(Stored data)
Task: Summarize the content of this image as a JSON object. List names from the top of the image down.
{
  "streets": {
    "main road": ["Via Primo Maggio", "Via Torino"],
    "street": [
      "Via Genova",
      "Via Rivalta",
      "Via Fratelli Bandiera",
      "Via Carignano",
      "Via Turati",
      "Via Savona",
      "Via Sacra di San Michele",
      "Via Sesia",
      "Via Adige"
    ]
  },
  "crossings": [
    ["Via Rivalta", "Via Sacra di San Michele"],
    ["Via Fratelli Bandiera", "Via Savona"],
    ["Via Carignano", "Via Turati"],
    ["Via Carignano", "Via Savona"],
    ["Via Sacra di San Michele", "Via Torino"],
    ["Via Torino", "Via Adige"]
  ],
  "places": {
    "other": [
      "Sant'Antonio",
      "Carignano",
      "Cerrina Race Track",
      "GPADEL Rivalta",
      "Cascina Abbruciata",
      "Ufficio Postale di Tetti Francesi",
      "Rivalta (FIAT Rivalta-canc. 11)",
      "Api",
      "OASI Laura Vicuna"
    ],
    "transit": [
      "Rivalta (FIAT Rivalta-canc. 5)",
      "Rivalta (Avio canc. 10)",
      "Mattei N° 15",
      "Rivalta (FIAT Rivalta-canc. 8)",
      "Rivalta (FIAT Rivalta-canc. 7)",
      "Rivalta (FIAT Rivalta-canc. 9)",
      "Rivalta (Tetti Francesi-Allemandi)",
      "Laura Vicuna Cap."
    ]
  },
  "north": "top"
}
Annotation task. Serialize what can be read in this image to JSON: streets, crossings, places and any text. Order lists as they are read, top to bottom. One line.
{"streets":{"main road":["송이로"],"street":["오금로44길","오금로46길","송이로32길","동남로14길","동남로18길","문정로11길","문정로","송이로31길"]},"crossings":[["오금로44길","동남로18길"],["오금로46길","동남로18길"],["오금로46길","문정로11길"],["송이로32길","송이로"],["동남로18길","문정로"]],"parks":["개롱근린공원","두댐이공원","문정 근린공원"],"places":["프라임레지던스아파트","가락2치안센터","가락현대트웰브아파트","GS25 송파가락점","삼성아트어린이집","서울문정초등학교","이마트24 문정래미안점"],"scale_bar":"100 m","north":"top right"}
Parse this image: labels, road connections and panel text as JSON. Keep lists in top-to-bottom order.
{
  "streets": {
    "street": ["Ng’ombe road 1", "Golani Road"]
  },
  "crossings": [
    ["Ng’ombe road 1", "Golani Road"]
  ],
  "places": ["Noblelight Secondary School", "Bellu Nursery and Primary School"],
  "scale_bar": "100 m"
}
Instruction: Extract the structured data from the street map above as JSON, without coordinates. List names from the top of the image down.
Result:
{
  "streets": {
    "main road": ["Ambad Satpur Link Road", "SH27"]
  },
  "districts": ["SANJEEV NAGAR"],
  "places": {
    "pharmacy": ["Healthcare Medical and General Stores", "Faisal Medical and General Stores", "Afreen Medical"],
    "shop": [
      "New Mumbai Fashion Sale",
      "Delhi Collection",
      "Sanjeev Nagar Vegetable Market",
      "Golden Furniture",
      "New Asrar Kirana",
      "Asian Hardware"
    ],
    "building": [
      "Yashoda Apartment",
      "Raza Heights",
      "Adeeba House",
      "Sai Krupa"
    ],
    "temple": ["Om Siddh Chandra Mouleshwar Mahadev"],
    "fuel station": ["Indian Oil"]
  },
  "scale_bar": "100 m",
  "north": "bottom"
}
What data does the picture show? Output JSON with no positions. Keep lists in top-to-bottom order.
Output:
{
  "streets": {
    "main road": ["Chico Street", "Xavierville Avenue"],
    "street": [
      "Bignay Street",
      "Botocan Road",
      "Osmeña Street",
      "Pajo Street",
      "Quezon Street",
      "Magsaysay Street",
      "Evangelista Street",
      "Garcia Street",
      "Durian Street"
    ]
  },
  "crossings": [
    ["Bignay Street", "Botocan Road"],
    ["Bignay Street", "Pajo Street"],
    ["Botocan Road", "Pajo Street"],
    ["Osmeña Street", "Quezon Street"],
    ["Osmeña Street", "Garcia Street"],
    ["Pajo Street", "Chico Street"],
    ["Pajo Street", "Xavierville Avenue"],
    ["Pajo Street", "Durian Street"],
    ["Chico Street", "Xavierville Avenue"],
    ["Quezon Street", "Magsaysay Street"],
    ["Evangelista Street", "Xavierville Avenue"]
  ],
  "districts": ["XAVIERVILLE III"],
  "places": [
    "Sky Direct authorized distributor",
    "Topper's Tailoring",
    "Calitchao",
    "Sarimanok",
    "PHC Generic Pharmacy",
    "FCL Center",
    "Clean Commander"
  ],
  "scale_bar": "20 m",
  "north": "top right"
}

Task details:
Print each entry above word for word, leaving none out.

Task result:
Task: Summarize the content of this image as a JSON object. List names from the top of the image down.
{
  "streets": {
    "main road": ["Via Primo Maggio", "Via Torino"],
    "street": [
      "Via Genova",
      "Via Rivalta",
      "Via Fratelli Bandiera",
      "Via Carignano",
      "Via Turati",
      "Via Savona",
      "Via Sacra di San Michele",
      "Via Sesia",
      "Via Adige"
    ]
  },
  "crossings": [
    ["Via Rivalta", "Via Sacra di San Michele"],
    ["Via Fratelli Bandiera", "Via Savona"],
    ["Via Carignano", "Via Turati"],
    ["Via Carignano", "Via Savona"],
    ["Via Sacra di San Michele", "Via Torino"],
    ["Via Torino", "Via Adige"]
  ],
  "places": {
    "other": [
      "Sant'Antonio",
      "Carignano",
      "Cerrina Race Track",
      "GPADEL Rivalta",
      "Cascina Abbruciata",
      "Ufficio Postale di Tetti Francesi",
      "Rivalta (FIAT Rivalta-canc. 11)",
      "Api",
      "OASI Laura Vicuna"
    ],
    "transit": [
      "Rivalta (FIAT Rivalta-canc. 5)",
      "Rivalta (Avio canc. 10)",
      "Mattei N° 15",
      "Rivalta (FIAT Rivalta-canc. 8)",
      "Rivalta (FIAT Rivalta-canc. 7)",
      "Rivalta (FIAT Rivalta-canc. 9)",
      "Rivalta (Tetti Francesi-Allemandi)",
      "Laura Vicuna Cap."
    ]
  },
  "north": "top"
}
Annotation task. Serialize what can be read in this image to JSON: streets, crossings, places and any text. Order lists as they are read, top to bottom. One line.
{"streets":{"main road":["송이로"],"street":["오금로44길","오금로46길","송이로32길","동남로14길","동남로18길","문정로11길","문정로","송이로31길"]},"crossings":[["오금로44길","동남로18길"],["오금로46길","동남로18길"],["오금로46길","문정로11길"],["송이로32길","송이로"],["동남로18길","문정로"]],"parks":["개롱근린공원","두댐이공원","문정 근린공원"],"places":["프라임레지던스아파트","가락2치안센터","가락현대트웰브아파트","GS25 송파가락점","삼성아트어린이집","서울문정초등학교","이마트24 문정래미안점"],"scale_bar":"100 m","north":"top right"}
Parse this image: labels, road connections and panel text as JSON. Keep lists in top-to-bottom order.
{
  "streets": {
    "street": ["Ng’ombe road 1", "Golani Road"]
  },
  "crossings": [
    ["Ng’ombe road 1", "Golani Road"]
  ],
  "places": ["Noblelight Secondary School", "Bellu Nursery and Primary School"],
  "scale_bar": "100 m"
}
Instruction: Extract the structured data from the street map above as JSON, without coordinates. List names from the top of the image down.
Result:
{
  "streets": {
    "main road": ["Ambad Satpur Link Road", "SH27"]
  },
  "districts": ["SANJEEV NAGAR"],
  "places": {
    "pharmacy": ["Healthcare Medical and General Stores", "Faisal Medical and General Stores", "Afreen Medical"],
    "shop": [
      "New Mumbai Fashion Sale",
      "Delhi Collection",
      "Sanjeev Nagar Vegetable Market",
      "Golden Furniture",
      "New Asrar Kirana",
      "Asian Hardware"
    ],
    "building": [
      "Yashoda Apartment",
      "Raza Heights",
      "Adeeba House",
      "Sai Krupa"
    ],
    "temple": ["Om Siddh Chandra Mouleshwar Mahadev"],
    "fuel station": ["Indian Oil"]
  },
  "scale_bar": "100 m",
  "north": "bottom"
}
What data does the picture show? Output JSON with no positions. Keep lists in top-to-bottom order.
Output:
{
  "streets": {
    "main road": ["Chico Street", "Xavierville Avenue"],
    "street": [
      "Bignay Street",
      "Botocan Road",
      "Osmeña Street",
      "Pajo Street",
      "Quezon Street",
      "Magsaysay Street",
      "Evangelista Street",
      "Garcia Street",
      "Durian Street"
    ]
  },
  "crossings": [
    ["Bignay Street", "Botocan Road"],
    ["Bignay Street", "Pajo Street"],
    ["Botocan Road", "Pajo Street"],
    ["Osmeña Street", "Quezon Street"],
    ["Osmeña Street", "Garcia Street"],
    ["Pajo Street", "Chico Street"],
    ["Pajo Street", "Xavierville Avenue"],
    ["Pajo Street", "Durian Street"],
    ["Chico Street", "Xavierville Avenue"],
    ["Quezon Street", "Magsaysay Street"],
    ["Evangelista Street", "Xavierville Avenue"]
  ],
  "districts": ["XAVIERVILLE III"],
  "places": [
    "Sky Direct authorized distributor",
    "Topper's Tailoring",
    "Calitchao",
    "Sarimanok",
    "PHC Generic Pharmacy",
    "FCL Center",
    "Clean Commander"
  ],
  "scale_bar": "20 m",
  "north": "top right"
}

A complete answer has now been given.